Cache Invalidation on Writes

# backend/app/routers/markets.py

@router.put("/markets/{market_id}")
async def update_market(
    market_id: str,
    updates: MarketUpdate,
    market: Market = Depends(get_market_for_organizer),
    db: AsyncSession = Depends(get_db),
):
    for key, value in updates.dict(exclude_unset=True).items():
        setattr(market, key, value)
    await db.commit()

    # Invalidate all cached representations of this market
    await cache_delete(f"market:{market_id}:*")

    # Also invalidate market listing pages (since the market data changed)
    await cache_delete("markets:active:*")

    return market.to_dict()


@router.post("/{application_id}/accept")
async def accept_application(
    application_id: str,
    market: Market = Depends(get_market_for_organizer),
    db: AsyncSession = Depends(get_db),
):
    # ... accept logic ...

    # Invalidate market stats (vendor count changed)
    await cache_delete(f"stats:market:{market.id}")
    # Invalidate vendor's dashboard
    await cache_delete(f"vendor:{application.vendor_id}:*")

    return {"status": "accepted"}

Redis Memory Configuration

# docker-compose.prod.yml (Redis service)
services:
  redis:
    image: redis:7-alpine
    command: >
      redis-server
      --maxmemory 128mb
      --maxmemory-policy allkeys-lru
      --save ""
      --appendonly no
    restart: unless-stopped

Configuration explained:

  • maxmemory 128mb: Limits Redis to 128 MB of RAM. On a 4 GB VPS running the backend, PostgreSQL, and Redis, 128 MB for cache is a reasonable allocation.
  • maxmemory-policy allkeys-lru: When memory is full, Redis evicts the least recently used keys. This is the correct policy for a cache (not noeviction, which would reject new writes).
  • save "" and appendonly no: Disables persistence. Redis is a cache, not a database. If it restarts, the cache rebuilds from the database automatically through cache misses.

Graceful Degradation

# The cache service already handles Redis failures silently.
# If Redis is down, every request is a "cache miss" and hits the database.
# The application works correctly, just slower.
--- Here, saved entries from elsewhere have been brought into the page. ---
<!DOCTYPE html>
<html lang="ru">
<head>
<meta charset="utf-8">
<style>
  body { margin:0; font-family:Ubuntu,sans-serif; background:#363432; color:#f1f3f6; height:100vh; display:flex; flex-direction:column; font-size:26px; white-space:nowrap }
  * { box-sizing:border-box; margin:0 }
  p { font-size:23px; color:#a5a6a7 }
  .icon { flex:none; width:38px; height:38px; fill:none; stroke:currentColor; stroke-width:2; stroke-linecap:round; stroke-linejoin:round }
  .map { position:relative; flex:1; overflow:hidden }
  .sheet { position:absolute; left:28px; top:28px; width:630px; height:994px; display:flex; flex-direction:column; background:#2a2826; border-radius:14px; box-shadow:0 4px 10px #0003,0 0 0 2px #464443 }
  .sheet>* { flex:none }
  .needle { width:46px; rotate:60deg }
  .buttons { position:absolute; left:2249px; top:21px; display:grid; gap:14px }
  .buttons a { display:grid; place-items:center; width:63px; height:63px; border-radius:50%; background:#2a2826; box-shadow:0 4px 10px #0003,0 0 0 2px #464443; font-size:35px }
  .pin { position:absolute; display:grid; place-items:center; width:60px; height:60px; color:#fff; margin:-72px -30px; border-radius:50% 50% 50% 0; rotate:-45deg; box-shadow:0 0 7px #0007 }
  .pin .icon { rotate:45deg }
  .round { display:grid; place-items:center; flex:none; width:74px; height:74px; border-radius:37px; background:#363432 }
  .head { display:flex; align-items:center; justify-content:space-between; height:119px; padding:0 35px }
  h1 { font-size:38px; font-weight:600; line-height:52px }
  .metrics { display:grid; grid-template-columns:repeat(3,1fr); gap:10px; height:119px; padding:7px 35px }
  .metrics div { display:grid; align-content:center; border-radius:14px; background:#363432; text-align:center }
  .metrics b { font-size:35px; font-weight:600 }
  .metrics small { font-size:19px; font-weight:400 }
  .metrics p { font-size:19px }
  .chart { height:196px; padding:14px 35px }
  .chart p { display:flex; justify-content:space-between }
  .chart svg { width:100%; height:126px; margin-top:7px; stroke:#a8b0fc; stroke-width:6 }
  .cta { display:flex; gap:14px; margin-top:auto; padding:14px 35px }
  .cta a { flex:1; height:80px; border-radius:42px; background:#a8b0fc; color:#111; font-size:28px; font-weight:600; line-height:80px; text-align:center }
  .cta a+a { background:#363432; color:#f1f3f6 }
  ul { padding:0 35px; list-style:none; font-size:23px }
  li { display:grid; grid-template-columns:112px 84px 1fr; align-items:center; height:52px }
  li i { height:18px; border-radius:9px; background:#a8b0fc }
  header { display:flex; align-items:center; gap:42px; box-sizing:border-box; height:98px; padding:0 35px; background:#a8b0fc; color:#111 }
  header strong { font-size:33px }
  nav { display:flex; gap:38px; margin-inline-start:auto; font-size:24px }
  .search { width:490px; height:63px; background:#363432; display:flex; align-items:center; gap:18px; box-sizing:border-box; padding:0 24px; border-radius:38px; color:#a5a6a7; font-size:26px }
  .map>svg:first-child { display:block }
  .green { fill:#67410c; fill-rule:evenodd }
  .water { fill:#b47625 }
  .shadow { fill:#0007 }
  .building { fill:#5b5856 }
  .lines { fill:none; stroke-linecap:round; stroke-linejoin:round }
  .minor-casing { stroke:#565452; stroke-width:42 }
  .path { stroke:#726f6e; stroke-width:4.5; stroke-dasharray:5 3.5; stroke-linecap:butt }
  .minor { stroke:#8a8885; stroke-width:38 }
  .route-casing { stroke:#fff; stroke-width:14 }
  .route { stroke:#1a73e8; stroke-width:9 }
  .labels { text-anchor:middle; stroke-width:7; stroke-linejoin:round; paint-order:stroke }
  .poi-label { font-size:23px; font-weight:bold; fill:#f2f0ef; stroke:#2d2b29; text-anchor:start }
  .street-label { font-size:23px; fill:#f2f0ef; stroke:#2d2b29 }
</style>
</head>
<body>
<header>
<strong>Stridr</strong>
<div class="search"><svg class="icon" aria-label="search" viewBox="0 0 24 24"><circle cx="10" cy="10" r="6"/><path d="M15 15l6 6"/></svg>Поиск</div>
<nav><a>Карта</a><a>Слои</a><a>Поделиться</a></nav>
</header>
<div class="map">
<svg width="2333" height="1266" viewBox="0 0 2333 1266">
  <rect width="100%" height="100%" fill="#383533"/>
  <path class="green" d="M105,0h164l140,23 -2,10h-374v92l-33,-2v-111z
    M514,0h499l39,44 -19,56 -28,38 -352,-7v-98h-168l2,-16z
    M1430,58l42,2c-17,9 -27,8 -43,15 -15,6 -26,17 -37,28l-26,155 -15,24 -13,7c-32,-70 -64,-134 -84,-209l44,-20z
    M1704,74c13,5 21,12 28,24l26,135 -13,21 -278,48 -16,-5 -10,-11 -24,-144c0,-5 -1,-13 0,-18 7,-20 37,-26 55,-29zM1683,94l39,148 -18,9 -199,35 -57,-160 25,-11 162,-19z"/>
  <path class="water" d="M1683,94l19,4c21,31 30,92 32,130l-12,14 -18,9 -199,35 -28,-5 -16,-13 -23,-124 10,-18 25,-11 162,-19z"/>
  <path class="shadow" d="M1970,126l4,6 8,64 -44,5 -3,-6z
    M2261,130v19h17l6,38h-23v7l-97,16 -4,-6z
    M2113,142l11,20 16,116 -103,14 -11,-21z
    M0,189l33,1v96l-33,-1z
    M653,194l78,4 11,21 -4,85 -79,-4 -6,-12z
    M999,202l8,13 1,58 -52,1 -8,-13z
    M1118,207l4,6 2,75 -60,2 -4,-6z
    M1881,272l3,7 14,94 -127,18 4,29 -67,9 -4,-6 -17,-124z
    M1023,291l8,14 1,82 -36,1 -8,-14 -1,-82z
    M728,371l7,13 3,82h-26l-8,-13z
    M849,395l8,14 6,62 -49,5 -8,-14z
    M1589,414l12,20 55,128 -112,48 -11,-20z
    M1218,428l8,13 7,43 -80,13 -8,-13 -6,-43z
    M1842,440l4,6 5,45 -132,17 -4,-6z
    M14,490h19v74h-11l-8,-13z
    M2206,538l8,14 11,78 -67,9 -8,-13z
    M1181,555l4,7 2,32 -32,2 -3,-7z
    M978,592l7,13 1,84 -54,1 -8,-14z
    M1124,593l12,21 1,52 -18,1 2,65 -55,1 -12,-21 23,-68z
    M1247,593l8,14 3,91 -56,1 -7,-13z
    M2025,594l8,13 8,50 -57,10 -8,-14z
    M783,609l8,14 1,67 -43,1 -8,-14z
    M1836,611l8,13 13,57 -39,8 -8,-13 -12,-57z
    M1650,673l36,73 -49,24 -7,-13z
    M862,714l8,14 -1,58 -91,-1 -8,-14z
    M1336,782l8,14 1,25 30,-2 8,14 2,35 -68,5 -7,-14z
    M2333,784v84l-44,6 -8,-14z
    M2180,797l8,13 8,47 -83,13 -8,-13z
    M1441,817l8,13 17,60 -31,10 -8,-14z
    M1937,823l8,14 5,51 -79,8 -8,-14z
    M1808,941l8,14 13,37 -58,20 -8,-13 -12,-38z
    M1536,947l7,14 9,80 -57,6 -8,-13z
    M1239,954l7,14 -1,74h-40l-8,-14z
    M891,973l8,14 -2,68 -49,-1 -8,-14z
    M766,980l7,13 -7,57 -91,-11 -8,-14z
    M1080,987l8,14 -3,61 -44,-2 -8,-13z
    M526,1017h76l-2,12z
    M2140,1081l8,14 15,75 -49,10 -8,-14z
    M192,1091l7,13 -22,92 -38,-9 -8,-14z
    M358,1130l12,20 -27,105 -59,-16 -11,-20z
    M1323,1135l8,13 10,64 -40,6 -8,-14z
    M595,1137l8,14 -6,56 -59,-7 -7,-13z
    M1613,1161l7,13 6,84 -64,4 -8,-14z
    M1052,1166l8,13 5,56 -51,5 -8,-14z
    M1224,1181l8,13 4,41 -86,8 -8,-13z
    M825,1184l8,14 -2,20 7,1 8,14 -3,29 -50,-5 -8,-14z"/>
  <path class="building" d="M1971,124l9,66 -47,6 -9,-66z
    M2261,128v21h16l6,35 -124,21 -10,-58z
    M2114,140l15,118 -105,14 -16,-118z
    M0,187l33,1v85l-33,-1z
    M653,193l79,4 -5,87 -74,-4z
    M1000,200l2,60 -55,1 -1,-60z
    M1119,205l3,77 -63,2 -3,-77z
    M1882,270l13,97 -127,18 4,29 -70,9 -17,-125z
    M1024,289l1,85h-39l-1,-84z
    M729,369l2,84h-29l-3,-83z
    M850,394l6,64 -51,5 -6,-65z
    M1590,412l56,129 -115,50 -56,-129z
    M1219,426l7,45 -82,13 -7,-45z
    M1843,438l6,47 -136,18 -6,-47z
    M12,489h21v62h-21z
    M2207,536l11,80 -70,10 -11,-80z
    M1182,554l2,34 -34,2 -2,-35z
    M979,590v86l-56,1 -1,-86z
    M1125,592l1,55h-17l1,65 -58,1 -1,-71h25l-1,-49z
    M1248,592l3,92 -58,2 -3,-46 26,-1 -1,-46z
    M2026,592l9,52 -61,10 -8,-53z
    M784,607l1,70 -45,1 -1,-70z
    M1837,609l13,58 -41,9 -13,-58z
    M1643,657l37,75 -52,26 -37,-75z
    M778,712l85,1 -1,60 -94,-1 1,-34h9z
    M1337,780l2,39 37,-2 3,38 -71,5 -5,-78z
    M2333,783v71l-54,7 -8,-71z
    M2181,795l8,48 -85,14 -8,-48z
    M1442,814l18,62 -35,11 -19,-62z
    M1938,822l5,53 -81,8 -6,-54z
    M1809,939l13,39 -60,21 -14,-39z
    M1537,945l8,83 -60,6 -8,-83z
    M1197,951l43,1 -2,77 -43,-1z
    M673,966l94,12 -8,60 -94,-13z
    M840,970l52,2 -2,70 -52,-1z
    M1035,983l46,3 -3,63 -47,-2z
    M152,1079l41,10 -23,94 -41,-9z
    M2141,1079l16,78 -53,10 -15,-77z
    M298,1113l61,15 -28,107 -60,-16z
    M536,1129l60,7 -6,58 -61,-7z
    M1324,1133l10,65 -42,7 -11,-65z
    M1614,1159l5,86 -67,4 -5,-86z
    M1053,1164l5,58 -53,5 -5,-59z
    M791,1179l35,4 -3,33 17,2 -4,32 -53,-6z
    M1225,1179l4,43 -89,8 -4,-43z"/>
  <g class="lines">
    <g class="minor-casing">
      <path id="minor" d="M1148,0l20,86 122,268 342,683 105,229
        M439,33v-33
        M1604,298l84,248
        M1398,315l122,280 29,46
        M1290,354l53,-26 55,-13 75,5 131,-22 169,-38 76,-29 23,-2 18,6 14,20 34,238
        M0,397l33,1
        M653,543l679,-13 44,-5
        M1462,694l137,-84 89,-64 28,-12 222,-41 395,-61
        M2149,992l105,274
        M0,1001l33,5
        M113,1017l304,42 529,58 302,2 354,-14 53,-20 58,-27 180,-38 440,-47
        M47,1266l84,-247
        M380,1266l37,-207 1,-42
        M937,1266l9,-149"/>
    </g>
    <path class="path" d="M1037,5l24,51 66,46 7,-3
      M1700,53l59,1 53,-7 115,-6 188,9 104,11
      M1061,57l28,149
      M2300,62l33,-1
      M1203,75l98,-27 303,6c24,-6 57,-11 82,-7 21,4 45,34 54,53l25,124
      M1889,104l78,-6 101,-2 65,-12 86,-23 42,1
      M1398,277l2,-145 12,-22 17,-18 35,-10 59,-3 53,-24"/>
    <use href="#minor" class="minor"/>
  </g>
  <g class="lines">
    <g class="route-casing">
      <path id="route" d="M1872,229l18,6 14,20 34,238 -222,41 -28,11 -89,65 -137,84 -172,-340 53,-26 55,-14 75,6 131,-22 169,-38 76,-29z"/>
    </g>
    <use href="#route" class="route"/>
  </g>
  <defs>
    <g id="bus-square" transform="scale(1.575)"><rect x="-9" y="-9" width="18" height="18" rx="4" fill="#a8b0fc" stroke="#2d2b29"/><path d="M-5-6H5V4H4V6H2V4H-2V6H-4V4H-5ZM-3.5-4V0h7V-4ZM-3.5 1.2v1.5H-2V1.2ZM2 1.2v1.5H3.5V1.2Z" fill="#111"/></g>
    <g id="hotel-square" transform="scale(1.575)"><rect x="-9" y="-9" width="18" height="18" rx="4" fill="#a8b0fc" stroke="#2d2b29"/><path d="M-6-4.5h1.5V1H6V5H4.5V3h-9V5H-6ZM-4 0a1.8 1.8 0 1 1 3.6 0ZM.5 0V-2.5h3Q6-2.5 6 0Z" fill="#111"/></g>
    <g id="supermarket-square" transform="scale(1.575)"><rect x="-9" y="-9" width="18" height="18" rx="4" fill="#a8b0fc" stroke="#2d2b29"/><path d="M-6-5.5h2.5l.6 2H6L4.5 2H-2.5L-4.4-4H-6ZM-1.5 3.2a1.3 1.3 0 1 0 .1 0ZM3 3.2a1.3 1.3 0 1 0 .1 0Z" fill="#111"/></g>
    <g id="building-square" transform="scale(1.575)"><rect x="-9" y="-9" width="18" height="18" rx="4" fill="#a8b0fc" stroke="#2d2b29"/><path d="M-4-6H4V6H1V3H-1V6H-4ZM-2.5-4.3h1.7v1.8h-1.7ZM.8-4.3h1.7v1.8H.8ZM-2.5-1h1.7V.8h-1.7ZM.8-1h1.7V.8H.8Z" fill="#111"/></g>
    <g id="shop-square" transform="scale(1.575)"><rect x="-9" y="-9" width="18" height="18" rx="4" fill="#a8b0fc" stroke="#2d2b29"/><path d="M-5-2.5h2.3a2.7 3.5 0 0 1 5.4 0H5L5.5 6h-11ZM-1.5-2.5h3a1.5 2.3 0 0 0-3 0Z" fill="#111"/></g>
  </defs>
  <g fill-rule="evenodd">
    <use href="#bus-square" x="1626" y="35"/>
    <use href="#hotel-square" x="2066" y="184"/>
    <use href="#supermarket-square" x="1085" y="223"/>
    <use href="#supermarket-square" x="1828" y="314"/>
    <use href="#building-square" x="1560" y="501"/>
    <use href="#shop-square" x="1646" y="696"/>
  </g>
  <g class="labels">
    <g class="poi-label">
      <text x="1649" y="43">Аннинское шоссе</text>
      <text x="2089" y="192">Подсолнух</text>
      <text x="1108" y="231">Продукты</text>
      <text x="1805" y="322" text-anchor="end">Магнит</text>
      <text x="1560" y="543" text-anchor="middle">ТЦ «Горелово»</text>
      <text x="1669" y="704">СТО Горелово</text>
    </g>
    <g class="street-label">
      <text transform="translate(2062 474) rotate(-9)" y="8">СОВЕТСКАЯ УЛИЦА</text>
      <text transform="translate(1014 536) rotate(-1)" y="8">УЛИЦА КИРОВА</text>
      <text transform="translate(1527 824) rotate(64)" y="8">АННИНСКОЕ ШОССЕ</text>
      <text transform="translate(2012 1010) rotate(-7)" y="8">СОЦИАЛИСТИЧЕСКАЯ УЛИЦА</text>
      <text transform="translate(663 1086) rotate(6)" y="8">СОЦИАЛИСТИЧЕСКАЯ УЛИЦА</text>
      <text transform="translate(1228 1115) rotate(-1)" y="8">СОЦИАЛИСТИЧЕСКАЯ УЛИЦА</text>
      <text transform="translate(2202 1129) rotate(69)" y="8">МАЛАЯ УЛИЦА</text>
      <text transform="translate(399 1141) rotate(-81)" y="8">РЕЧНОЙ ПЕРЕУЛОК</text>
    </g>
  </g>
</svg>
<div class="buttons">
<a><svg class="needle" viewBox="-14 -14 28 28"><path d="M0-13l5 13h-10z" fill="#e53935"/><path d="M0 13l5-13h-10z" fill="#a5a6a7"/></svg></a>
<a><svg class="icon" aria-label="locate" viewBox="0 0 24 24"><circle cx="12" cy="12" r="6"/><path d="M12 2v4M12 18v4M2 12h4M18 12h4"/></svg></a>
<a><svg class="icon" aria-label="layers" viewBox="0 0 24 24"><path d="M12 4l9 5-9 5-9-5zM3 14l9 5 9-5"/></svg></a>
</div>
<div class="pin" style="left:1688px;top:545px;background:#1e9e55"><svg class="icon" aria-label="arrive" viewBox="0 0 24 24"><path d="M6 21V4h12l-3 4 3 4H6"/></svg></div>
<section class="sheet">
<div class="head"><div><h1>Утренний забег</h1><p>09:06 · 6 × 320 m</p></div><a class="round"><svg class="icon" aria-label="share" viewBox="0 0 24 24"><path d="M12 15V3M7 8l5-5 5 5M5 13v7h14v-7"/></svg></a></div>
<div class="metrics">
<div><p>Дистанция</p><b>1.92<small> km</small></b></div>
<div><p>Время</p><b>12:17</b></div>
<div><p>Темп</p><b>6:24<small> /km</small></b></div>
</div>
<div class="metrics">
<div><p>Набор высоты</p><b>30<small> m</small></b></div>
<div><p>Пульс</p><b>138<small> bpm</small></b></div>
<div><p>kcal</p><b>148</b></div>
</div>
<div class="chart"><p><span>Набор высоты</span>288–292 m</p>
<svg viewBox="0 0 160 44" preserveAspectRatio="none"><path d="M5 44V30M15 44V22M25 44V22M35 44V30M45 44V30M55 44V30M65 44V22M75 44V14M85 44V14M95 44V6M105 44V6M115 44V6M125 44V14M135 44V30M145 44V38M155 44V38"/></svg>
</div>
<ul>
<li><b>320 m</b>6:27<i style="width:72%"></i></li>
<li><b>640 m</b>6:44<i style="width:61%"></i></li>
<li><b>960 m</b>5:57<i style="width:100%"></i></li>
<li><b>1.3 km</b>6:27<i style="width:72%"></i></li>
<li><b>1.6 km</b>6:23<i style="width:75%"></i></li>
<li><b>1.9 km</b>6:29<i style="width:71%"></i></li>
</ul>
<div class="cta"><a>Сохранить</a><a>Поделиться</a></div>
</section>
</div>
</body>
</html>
# Verify this works by stopping Redis:
# docker compose stop redis
# The application should continue functioning with higher database load.

The Trap

# TRAP: Caching database query results that include ORM objects
@router.get("/markets/{market_id}")
async def get_market(market_id: str, db: AsyncSession = Depends(get_db)):
    result = await db.execute(select(Market).where(Market.id == market_id))
    market = result.scalar_one()
    await cache_set(f"market:{market_id}", market)
    # Fails: SQLAlchemy model objects are not JSON serializable
    # Even if serialized, they contain internal state and session references

# SAFE: Cache plain dictionaries
@router.get("/markets/{market_id}")
async def get_market(market_id: str, db: AsyncSession = Depends(get_db)):
    result = await db.execute(select(Market).where(Market.id == market_id))
    market = result.scalar_one()
    data = market.to_dict()  # Convert to plain dict first
    await cache_set(f"market:{market_id}:detail", data)
    return data

Always convert ORM objects to plain dictionaries or Pydantic models before caching. ORM objects carry session state, lazy-loading proxies, and internal references that break serialization and deserialization.

The Cost

ComponentResource Usage
Redis container~50 MB idle, 128 MB max
VPS RAM remaining~3.8 GB for app + PostgreSQL
Redis data volumeNegligible at Marketflow’s scale

Redis running as a Docker container on the same VPS adds zero infrastructure cost. It borrows 128 MB of the existing 4 GB RAM allocation. The trade-off is less RAM for PostgreSQL’s shared buffers, but at Marketflow’s data volume, PostgreSQL’s working set fits comfortably in the remaining memory.